Top of Data shown

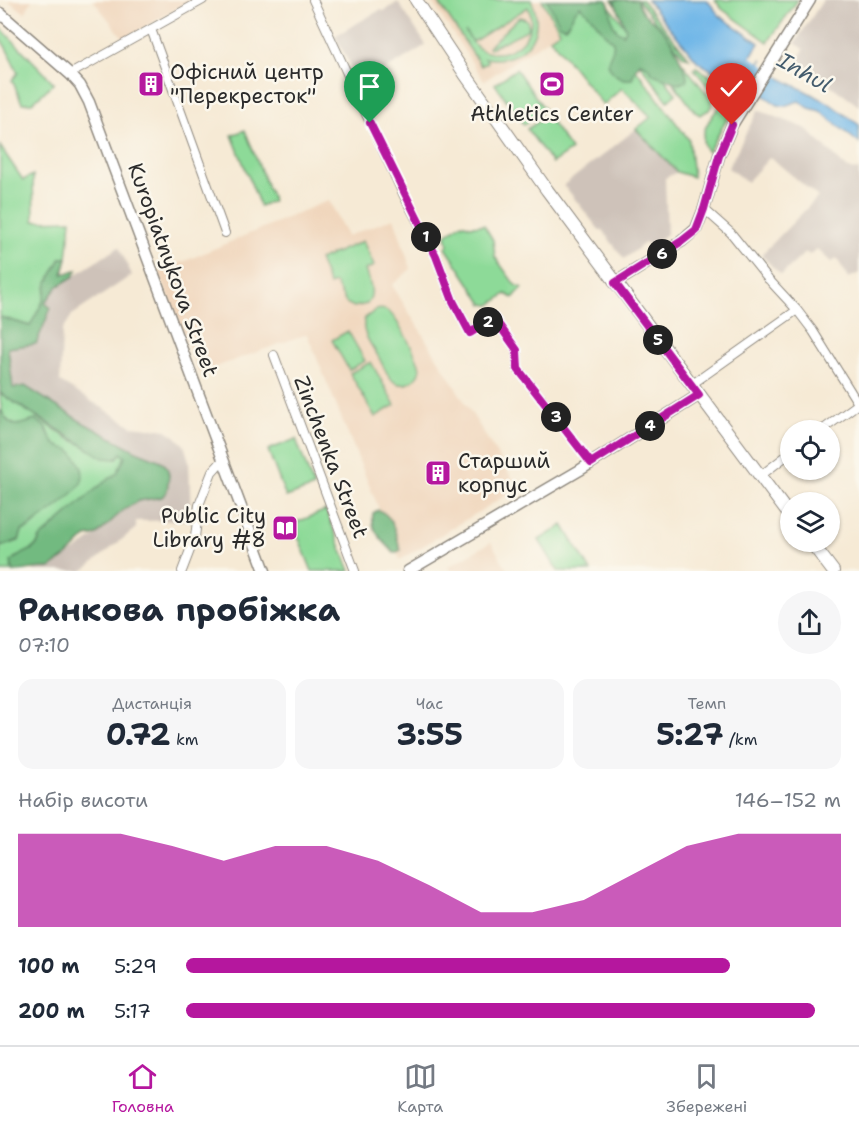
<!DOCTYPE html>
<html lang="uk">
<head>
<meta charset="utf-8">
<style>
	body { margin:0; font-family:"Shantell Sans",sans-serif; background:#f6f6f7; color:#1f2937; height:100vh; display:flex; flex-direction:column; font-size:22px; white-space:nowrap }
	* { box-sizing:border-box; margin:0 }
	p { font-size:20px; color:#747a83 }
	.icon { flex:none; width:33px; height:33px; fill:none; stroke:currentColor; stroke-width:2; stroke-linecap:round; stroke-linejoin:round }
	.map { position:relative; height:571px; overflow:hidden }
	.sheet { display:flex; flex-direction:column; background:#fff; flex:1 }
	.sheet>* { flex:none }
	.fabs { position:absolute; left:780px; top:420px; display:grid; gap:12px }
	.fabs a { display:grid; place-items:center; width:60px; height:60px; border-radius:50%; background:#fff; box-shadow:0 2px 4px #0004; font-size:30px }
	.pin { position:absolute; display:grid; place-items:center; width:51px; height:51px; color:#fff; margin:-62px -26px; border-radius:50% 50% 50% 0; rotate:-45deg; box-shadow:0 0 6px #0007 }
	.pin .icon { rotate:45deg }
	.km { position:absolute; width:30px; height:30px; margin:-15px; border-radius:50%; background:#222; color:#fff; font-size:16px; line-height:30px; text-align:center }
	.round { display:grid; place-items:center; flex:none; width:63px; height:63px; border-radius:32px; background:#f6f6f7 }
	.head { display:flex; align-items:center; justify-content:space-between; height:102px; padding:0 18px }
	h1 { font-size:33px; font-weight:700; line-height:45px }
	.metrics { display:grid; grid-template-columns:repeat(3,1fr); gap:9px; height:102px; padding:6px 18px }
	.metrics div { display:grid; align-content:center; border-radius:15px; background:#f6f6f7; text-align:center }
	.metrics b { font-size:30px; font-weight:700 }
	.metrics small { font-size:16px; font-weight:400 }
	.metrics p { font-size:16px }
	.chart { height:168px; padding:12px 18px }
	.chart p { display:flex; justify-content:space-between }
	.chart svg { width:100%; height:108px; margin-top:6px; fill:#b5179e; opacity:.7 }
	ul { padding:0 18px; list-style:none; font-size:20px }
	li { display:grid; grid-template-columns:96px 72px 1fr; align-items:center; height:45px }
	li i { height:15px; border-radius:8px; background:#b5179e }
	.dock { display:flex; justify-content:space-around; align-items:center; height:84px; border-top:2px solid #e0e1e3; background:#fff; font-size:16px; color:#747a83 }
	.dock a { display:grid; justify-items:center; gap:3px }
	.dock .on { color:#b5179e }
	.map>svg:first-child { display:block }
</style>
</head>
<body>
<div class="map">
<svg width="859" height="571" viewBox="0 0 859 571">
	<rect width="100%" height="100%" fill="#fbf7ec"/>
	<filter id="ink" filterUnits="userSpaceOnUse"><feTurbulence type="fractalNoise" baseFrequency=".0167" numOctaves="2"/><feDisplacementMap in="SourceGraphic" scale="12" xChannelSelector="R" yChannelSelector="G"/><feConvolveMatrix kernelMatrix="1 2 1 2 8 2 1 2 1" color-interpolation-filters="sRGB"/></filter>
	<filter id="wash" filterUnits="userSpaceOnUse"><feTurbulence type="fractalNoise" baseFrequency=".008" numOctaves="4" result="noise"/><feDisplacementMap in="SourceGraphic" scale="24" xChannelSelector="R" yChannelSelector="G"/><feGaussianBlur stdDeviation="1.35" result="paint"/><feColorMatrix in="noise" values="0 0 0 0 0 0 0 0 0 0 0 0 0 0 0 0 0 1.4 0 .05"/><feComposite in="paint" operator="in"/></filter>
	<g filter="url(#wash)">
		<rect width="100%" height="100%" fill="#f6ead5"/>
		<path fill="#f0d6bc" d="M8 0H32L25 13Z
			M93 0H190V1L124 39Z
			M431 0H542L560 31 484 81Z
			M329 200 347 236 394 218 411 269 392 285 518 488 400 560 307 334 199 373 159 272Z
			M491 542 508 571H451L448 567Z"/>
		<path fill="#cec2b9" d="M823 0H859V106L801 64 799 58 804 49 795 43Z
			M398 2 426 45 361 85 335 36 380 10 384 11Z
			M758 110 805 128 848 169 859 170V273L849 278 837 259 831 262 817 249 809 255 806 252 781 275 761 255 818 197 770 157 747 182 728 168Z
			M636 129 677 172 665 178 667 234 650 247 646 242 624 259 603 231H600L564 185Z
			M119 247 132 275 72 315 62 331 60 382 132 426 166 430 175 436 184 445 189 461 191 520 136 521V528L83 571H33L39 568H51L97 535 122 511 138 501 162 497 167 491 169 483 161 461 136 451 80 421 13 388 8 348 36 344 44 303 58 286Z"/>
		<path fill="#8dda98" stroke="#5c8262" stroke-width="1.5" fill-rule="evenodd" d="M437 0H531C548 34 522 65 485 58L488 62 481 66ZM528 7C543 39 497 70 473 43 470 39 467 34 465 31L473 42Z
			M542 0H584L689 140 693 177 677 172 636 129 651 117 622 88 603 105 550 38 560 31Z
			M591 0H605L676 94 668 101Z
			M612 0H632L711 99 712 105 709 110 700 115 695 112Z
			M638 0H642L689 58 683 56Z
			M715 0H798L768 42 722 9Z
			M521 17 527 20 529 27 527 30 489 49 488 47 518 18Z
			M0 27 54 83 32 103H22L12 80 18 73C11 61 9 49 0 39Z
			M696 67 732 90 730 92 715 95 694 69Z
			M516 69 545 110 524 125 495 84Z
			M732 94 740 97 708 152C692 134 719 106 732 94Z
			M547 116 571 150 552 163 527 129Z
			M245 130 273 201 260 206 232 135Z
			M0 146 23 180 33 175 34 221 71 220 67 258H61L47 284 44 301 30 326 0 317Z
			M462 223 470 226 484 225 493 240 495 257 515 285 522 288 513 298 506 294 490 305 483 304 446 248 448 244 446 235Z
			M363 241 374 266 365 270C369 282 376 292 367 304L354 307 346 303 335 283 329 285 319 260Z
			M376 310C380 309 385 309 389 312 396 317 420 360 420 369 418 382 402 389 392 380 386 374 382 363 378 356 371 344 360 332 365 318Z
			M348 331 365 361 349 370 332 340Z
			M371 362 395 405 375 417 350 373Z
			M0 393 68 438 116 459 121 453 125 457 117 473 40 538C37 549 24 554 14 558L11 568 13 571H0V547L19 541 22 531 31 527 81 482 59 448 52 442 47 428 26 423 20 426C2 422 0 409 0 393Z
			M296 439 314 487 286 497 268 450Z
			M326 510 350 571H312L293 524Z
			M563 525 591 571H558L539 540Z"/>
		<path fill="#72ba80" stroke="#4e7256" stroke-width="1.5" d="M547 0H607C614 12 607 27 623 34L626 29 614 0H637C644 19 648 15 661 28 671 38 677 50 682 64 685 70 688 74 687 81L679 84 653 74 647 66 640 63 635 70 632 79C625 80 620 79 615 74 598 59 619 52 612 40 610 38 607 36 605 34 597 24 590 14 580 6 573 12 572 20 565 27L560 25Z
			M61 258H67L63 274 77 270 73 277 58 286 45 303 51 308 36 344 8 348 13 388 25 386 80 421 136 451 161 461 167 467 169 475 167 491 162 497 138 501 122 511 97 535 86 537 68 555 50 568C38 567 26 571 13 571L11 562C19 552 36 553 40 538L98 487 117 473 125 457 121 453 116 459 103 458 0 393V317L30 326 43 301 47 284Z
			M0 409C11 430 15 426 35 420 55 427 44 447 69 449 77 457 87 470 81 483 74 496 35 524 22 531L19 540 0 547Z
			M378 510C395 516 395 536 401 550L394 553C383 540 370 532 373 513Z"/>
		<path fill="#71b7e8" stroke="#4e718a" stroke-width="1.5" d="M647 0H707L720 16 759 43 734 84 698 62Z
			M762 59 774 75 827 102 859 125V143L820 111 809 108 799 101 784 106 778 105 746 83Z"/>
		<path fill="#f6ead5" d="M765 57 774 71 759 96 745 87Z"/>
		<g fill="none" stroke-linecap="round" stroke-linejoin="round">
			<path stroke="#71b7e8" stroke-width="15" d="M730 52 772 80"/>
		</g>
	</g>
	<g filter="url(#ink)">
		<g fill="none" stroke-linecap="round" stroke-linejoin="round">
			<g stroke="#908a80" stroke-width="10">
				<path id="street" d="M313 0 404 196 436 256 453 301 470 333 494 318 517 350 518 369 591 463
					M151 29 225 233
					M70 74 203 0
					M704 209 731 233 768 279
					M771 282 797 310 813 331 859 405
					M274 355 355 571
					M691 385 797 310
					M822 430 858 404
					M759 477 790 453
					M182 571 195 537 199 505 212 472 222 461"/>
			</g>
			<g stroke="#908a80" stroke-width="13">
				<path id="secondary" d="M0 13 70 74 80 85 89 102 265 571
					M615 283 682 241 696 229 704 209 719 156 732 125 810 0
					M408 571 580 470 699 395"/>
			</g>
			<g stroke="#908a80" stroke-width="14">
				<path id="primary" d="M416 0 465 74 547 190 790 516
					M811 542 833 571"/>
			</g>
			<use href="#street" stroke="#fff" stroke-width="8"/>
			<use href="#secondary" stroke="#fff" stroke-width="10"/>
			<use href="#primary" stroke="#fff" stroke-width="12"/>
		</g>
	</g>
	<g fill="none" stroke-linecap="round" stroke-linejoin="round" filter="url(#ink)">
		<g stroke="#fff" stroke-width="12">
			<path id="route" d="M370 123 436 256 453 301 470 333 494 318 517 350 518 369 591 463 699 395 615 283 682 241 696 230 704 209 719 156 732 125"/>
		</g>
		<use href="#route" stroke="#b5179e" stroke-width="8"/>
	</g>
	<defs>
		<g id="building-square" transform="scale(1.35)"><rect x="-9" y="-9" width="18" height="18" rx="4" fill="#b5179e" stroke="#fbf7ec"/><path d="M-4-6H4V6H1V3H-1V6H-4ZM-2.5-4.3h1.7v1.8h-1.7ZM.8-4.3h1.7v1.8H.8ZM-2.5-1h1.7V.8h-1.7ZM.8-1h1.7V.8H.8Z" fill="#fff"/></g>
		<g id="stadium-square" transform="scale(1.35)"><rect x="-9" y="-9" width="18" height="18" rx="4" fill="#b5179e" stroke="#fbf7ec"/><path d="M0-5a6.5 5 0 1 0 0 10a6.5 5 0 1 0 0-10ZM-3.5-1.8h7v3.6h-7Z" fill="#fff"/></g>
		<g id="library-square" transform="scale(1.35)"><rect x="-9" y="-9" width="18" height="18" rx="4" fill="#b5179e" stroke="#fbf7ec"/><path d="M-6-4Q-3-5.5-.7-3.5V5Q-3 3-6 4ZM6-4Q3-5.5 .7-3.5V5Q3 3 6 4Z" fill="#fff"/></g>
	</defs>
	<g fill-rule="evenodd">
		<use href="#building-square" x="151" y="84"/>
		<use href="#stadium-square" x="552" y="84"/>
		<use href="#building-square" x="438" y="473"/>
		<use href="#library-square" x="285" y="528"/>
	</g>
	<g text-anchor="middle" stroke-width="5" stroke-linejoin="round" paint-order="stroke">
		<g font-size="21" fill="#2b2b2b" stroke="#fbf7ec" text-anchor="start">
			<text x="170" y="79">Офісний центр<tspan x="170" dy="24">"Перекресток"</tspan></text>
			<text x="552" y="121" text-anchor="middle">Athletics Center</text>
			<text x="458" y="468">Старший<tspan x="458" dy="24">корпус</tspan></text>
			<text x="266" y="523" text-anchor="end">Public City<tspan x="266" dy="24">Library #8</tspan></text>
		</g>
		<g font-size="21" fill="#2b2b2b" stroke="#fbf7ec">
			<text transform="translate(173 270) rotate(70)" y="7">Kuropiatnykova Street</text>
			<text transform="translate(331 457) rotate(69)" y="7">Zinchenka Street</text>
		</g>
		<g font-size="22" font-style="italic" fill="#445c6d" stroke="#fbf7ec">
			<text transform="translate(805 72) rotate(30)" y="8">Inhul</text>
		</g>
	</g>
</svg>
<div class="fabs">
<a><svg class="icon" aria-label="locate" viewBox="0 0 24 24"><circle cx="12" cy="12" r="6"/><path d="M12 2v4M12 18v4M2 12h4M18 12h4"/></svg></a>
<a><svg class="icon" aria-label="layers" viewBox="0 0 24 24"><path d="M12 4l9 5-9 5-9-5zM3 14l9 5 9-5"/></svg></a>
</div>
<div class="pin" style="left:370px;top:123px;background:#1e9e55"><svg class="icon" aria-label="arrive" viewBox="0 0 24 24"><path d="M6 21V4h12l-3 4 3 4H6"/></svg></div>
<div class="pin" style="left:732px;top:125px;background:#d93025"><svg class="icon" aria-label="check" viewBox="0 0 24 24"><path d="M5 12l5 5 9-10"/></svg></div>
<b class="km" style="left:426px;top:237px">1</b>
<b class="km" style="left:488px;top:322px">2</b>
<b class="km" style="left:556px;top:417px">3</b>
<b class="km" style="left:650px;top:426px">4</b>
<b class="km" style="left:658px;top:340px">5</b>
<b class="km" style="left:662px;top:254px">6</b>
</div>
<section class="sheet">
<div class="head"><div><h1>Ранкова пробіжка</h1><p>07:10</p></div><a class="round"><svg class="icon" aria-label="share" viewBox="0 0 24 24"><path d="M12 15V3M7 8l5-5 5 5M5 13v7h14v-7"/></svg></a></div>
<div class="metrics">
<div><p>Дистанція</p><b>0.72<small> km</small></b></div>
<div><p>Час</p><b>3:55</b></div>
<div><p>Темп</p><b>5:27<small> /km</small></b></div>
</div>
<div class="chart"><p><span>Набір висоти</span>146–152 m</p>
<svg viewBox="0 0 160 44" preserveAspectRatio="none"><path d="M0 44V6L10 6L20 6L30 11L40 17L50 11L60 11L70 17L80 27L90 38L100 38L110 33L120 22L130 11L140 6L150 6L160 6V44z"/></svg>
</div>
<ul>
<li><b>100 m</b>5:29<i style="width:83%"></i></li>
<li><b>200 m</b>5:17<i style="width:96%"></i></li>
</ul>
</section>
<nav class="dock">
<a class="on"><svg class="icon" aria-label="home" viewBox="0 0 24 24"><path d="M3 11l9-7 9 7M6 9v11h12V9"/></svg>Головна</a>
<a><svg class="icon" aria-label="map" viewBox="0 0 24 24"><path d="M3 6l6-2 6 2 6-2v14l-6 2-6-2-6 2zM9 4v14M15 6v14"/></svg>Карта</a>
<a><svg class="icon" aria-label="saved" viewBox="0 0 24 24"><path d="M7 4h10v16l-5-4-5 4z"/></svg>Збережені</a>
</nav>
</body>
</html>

Bottom of Data shown

## [Task to carry out]
Where a line above includes "template", copy that line.

## [Answer space]
	.metrics { display:grid; grid-template-columns:repeat(3,1fr); gap:9px; height:102px; padding:6px 18px }
	li { display:grid; grid-template-columns:96px 72px 1fr; align-items:center; height:45px }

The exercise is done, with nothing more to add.